[Saved data entries]
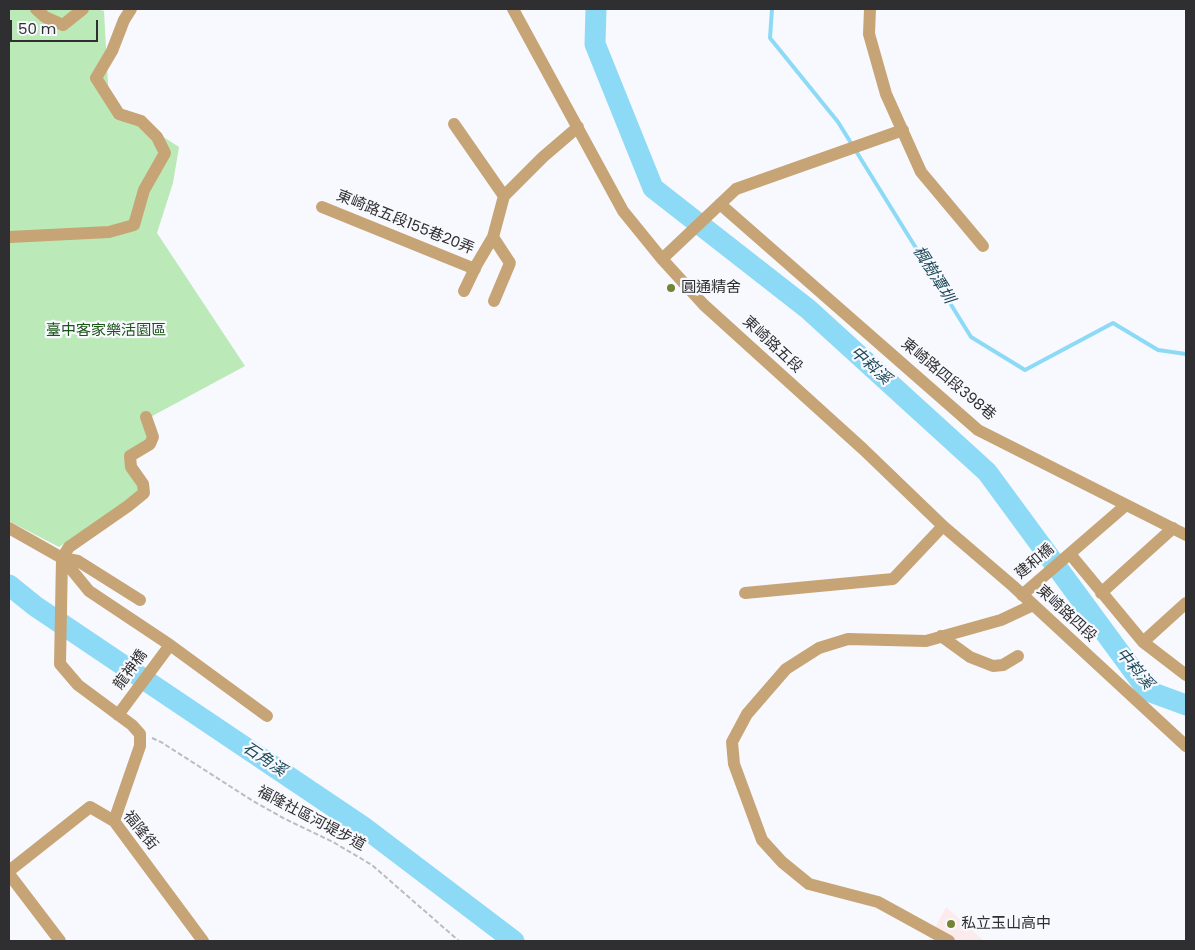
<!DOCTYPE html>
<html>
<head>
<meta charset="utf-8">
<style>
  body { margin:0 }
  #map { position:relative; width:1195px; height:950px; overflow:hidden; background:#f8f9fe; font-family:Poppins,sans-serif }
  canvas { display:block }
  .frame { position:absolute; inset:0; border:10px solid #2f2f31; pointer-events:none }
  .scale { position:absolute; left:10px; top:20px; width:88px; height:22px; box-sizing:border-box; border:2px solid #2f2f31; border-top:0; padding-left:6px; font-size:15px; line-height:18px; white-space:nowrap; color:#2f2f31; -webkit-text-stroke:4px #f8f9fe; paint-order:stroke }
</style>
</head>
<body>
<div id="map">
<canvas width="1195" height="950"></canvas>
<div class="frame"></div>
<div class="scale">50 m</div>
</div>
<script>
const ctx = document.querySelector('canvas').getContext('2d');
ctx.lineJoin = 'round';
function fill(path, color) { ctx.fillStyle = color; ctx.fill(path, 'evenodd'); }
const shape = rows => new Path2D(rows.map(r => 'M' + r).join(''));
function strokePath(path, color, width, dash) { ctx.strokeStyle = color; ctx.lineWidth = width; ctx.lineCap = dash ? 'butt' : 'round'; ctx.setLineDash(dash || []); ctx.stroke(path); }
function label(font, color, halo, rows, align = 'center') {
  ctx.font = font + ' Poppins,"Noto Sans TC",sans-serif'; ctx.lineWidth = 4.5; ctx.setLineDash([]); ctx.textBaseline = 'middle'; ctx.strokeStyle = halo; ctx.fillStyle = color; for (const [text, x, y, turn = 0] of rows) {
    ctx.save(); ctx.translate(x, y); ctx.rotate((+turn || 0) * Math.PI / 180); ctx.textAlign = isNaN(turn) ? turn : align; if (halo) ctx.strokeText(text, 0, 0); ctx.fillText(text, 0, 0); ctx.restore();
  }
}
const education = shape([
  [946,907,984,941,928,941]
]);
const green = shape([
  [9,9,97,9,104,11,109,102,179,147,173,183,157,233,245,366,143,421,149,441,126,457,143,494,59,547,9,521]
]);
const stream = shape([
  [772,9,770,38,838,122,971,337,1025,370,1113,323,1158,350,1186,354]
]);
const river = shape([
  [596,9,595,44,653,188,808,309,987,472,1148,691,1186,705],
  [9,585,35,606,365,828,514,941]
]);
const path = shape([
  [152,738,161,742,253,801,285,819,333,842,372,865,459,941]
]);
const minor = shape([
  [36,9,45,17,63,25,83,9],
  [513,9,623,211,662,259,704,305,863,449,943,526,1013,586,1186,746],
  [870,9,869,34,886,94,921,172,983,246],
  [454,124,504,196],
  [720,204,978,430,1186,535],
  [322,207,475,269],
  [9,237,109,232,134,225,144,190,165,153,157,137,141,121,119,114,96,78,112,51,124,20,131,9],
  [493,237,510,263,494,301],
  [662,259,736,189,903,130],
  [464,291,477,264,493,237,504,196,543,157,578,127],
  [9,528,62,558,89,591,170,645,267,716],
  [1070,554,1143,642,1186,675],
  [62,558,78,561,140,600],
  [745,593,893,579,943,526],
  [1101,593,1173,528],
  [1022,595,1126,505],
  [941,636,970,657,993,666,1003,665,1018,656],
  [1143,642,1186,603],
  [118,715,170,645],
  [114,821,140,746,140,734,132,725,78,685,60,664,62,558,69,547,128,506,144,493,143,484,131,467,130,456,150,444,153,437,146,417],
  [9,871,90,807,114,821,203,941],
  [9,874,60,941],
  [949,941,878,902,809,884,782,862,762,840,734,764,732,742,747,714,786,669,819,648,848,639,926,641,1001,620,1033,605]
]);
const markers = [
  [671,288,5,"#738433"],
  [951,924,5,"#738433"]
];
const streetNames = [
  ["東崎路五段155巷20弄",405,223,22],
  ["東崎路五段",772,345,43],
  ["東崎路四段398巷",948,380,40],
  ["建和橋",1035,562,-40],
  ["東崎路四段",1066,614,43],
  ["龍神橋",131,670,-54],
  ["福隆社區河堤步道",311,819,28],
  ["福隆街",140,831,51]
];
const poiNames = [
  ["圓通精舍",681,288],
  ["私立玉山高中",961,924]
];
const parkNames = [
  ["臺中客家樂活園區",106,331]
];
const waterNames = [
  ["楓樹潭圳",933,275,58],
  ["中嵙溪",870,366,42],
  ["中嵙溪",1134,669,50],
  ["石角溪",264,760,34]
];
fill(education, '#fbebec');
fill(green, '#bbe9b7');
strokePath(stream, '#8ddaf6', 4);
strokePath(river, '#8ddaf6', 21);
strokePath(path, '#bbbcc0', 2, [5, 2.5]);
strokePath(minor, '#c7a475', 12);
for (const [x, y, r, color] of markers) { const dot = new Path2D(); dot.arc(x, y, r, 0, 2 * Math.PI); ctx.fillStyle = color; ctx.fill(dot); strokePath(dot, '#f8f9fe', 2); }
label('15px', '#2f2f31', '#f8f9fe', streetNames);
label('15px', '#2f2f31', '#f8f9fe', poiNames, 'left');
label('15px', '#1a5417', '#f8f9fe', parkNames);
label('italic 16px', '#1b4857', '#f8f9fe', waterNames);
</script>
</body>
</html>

TASK PROMPT: Give back the records above exactly, limited to the lines between the one holding "position:absolute; inset:0; border:10px" and the one holding "const shape = rows", inclusive.

SOLUTION:
  .frame { position:absolute; inset:0; border:10px solid #2f2f31; pointer-events:none }
  .scale { position:absolute; left:10px; top:20px; width:88px; height:22px; box-sizing:border-box; border:2px solid #2f2f31; border-top:0; padding-left:6px; font-size:15px; line-height:18px; white-space:nowrap; color:#2f2f31; -webkit-text-stroke:4px #f8f9fe; paint-order:stroke }
</style>
</head>
<body>
<div id="map">
<canvas width="1195" height="950"></canvas>
<div class="frame"></div>
<div class="scale">50 m</div>
</div>
<script>
const ctx = document.querySelector('canvas').getContext('2d');
ctx.lineJoin = 'round';
function fill(path, color) { ctx.fillStyle = color; ctx.fill(path, 'evenodd'); }
const shape = rows => new Path2D(rows.map(r => 'M' + r).join(''));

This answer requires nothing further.